For me, the most amusing feature of LA is how quickly results and tools escalate from trivial and obvious to surprising and hard. LA is often introduced as slick notation to express systems of linear equations. Gaussian elimination and matrix inverses (when they exist) are natural evolutions of this, but not what I consider surprising.
Matrix multiplication is an elementary next step, but it is not at all clear why one would multiply matrices. My first real mathematical surprise (I was in jr high at the time) is a result of matrix multiplication: there is a matrix A of real values that satisfies A @ A = -I. (The matrix is [[0,1],[-1,0]]). I was aware of complex numbers, but until that moment, I didn't know you could get "minus identity" without first artificially introducing the idea of "square root of -1". But this shows one can construct "square root of -1" without introducing anything like that.
When one gets to determinants, characteristic polynomials, eigenstructure, fixed subspaces, projection operators, SVD, orthogonal transformations, and so-on, the work really begins. That determinants are multiplicative is really wonderful, but not at all obvious. SVD in full generality was only shown in 1936 and modern algorithms emerged in the 1950's to compute it [1].
Finally, check out the LDU decomposition of the Walsh matrix [2].
[1] https://en.wikipedia.org/wiki/Singular_value_decomposition#H...
I disagree. Matrix multiplication is the composition of linear maps. AB is the transformation you get by applying B, then applying A to the result of that. Furthermore this provides a great intuition for why matrix multiplication is not, in general, commutative. If your professor didn't make this clear when you learned the definition of matrix multiplication, then they didn't do a great job.
>That determinants are multiplicative is really wonderful, but not at all obvious
Again, I think it is kind of obvious. The determinant of a map measures the degree to which it alters the area/volume/measure of the unit cube. So if A doubles it and B triples it, then BA should scale it by a factor of 6, since matrix multiplication is the composition of maps, and you're tripling the size of something that was already doubled.

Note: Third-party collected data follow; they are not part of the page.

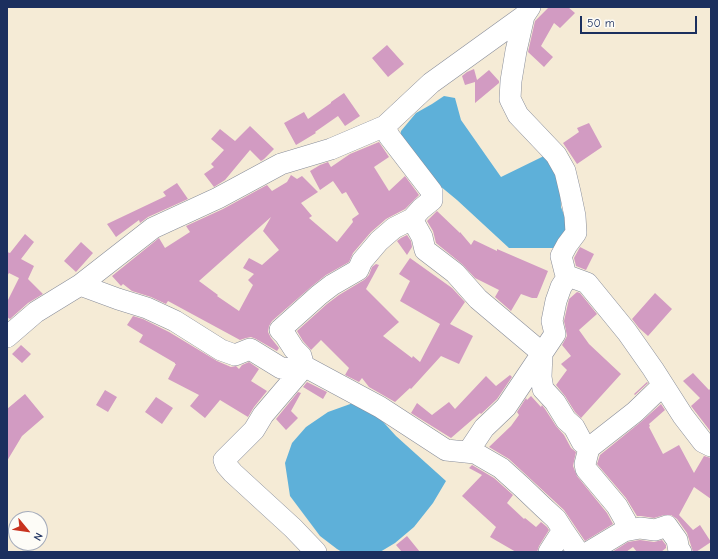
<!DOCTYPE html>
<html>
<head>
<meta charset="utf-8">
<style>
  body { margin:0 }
  #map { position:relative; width:718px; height:559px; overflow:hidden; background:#f5ebd6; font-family:"Comic Neue",sans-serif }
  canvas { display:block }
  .frame { position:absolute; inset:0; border:8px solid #1b2f5e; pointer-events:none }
  .north { position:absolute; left:8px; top:511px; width:40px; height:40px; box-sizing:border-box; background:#fdfcf7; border:1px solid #a3aaba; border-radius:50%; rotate:119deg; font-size:11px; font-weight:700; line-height:16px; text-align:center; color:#1b2f5e }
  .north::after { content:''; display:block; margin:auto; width:14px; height:18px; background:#c8321e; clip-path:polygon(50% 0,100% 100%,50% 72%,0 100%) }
  .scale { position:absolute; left:580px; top:16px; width:117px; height:18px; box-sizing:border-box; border:2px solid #1b2f5e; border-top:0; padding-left:5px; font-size:12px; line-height:14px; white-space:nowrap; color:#1b2f5e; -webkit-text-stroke:3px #fdfcf7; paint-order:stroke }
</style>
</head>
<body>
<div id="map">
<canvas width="718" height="559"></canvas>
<div class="frame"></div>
<div class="north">N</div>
<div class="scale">50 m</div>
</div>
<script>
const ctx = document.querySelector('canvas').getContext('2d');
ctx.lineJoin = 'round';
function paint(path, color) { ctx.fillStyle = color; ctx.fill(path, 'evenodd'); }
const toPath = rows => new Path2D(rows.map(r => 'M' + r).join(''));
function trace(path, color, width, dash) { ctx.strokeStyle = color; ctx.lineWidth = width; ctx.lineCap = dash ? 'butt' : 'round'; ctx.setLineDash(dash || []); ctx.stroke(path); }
paint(toPath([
  [444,96,455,98,461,120,501,177,546,155,560,178,561,207,569,228,559,248,509,248,457,200,428,176,399,143,401,131,416,113,432,104],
  [353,403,376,414,396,436,446,481,433,503,414,527,395,543,380,552,342,552,337,549,320,536,290,496,285,463,292,443,306,427,328,412]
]), '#5eb0d9');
paint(toPath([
  [549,7,568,7,575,13,560,28,554,23,541,46,553,57,544,67,528,52,535,21],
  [387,45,404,64,388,77,372,58],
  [474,69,477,80,489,70,499,81,499,83,475,103,475,82,465,85,462,76,467,72],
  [344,93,360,116,345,126,338,116,315,132,316,133,296,145,284,123,304,112,308,119,331,103,331,102],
  [589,123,602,147,577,164,563,143,579,132,577,128],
  [250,126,274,149,264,159,261,161,250,150,225,180,214,187,204,174,214,167,211,164,224,150,211,139,220,129,235,141],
  [379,142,389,157,374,167,389,191,405,176,419,195,405,209,386,219,371,232,353,253,349,262,326,275,312,286,272,321,269,326,268,332,271,338,279,348,277,351,256,339,251,337,246,338,240,340,168,301,166,304,151,297,132,291,123,284,121,286,112,276,159,238,165,248,190,232,186,226,223,209,267,185,272,191,287,182,291,175,297,179,302,176,318,192,301,203,312,216,309,218,337,242,353,222,352,219,359,214,346,192,342,194,333,181,320,190,310,171,320,165,328,162,331,167,350,154],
  [271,217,263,231,279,250,262,265,249,258,243,268,254,274,248,280,253,285,239,311,217,296,218,295,199,281],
  [177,183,188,199,148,217,140,223,139,220,116,237,107,224,166,196,163,192],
  [437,211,460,233,460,232,471,245,474,240,497,251,497,249,548,271,537,298,532,298,521,294,511,311,495,297,499,290,475,278,462,264,436,243,433,231,427,221],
  [25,234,34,242,21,259,34,266,28,279,43,294,28,303,10,319,7,317,7,302,19,278,9,273,7,276,7,252,10,253],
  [407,235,411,241,412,247,407,255,397,241,401,238],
  [81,242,93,253,76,272,64,261],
  [580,247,594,254,586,270,576,266,574,258],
  [410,258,452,288,465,302,450,324,473,336,459,364,441,356,411,389,410,388,395,402,369,387,362,378,359,382,345,375,349,368,321,340,311,350,303,341,297,331,327,304,339,295,364,280,369,275,372,267,376,264,379,265,366,289,399,322,383,336,412,358,413,356,420,362,440,324,400,301,410,281,399,274],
  [577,292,580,293,597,314,579,330,589,344,621,374,581,418,575,412,565,396,556,385,567,370,561,364,571,356,562,345,567,336,564,321,569,299],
  [655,293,672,309,648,336,639,328,632,319],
  [133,316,143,319,169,332,217,361,231,367,236,366,239,369,242,365,249,362,259,369,251,381,267,391,254,407,248,417,220,400,205,418,190,406,199,395,168,379,176,364,175,364,175,363,139,342,143,335,127,325],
  [21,345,31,354,22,363,12,354],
  [693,373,709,390,711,388,711,432,691,406,700,398,683,381],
  [510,375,512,377,497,399,481,414,480,413,451,438,411,413,417,403,432,415,449,402,455,409,486,376,496,386],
  [307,382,327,392,323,399,303,387],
  [647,382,648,383,635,395,634,394],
  [105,390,117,397,108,412,96,405],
  [298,392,301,393,291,411,298,418,286,430,276,419],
  [25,394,44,417,22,436,7,461,7,409],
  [531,396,541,407,542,405,545,409,556,426,564,435,571,448,576,452,573,466,577,476,607,513,613,524,585,541,564,510,509,459,489,447,511,426,519,415,517,412,526,398,527,400],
  [156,397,173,408,162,424,145,412],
  [661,404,665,410,649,424,650,426,649,427,663,454,679,445,694,473,704,456,711,458,711,499,694,487,679,515,693,530,700,525,711,542,696,552,693,552,687,533,677,519,671,515,664,515,654,518,641,516,637,516,626,498,597,464,600,455,642,421],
  [472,465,494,478,513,495,507,503,524,519,525,518,536,527,541,522,547,527,549,530,539,546,537,552,516,552,490,537,496,527,462,496,482,475,469,468],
  [407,536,420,552,402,552,396,545],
  [640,540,654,542,662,540,666,545,666,548,661,552,637,552,633,547,626,552,612,552,628,542]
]), '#d29bc2');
const minor = toPath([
  [385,126,389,136,432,192,432,200,421,209,412,219,422,237,425,250,455,273,478,299,542,353,541,377,543,389,555,402,566,420,574,427,582,442,589,448,585,464,586,469,617,506,626,522,624,531,589,552],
  [568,276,587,283,627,332,653,369,683,416,703,442,711,446],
  [80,285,118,299,147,308,175,321,221,350,235,355,250,349,281,368,292,369,302,365,380,407,446,450,475,453,501,468,522,487,544,508,556,519,563,530,578,552],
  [7,337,36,312,80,285,153,228,218,198,281,164,331,149,385,126,431,83,524,16,530,7],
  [589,448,635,412,663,385],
  [468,452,484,428,506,407,555,334,552,321,556,301,561,287,568,276,565,272,561,256,567,245,576,233,575,216,570,192,565,171,556,155,518,115,510,99,511,81,516,51,524,16],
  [624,531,640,528,655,530,667,526,677,540,679,551,681,552],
  [316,552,293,528,233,473,226,465,224,460,254,430,263,415,304,367,301,356,294,349,285,335,280,330,319,295,332,285,358,270,362,261,379,241,394,228,412,219],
  [549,552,563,530]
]);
trace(minor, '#888d9a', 22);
trace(minor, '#fff', 21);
</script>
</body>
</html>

This is why in a first course on linear algebra, it's more important to get the intuition and logical structure down than learn advanced matrix decompositions. Now your complex number example is a little less obvious. I actually think using the 2x2 matrix representation of complex numbers is the best way to introduce them because it sidesteps the part where you take roots of negative numbers, which is the most conceptually problematic part for many people and usually requires some kind of handwave.
This is an insight due to Cayley (see @ogogmad's comment, [1], and [2]).
> If your professor...
My professor provided historical context.
[1] https://abel.math.harvard.edu/~knill/history/matrix/index.ht...
[2] https://ia802808.us.archive.org/0/items/philtrans05474612/05...
Note: this quote originates from some early publications by amateur mathematician Randy Newman.
Arbitrary functions which take in vectors and output vectors can be very complex and thus difficult to reason about. A useful simplifying assumption is that of linearity: that f applied to a linear combination is just a linear combination of f applied to each piece of the combination separately. Linear algebra, broadly speaking, is the study of functions of this kind and the properties that emerge from making the linearity assumption.
It turns out that, if we assume a function f is linear, all of the information about that function is contained in what it does to a set of basis vectors. We can in essence "encode" the function by a table of numbers (a matrix), where the kth column contains the result of f applied to the kth basis vector. In this way, given a basis, any linear transformation f has a matrix A which compactly represents it.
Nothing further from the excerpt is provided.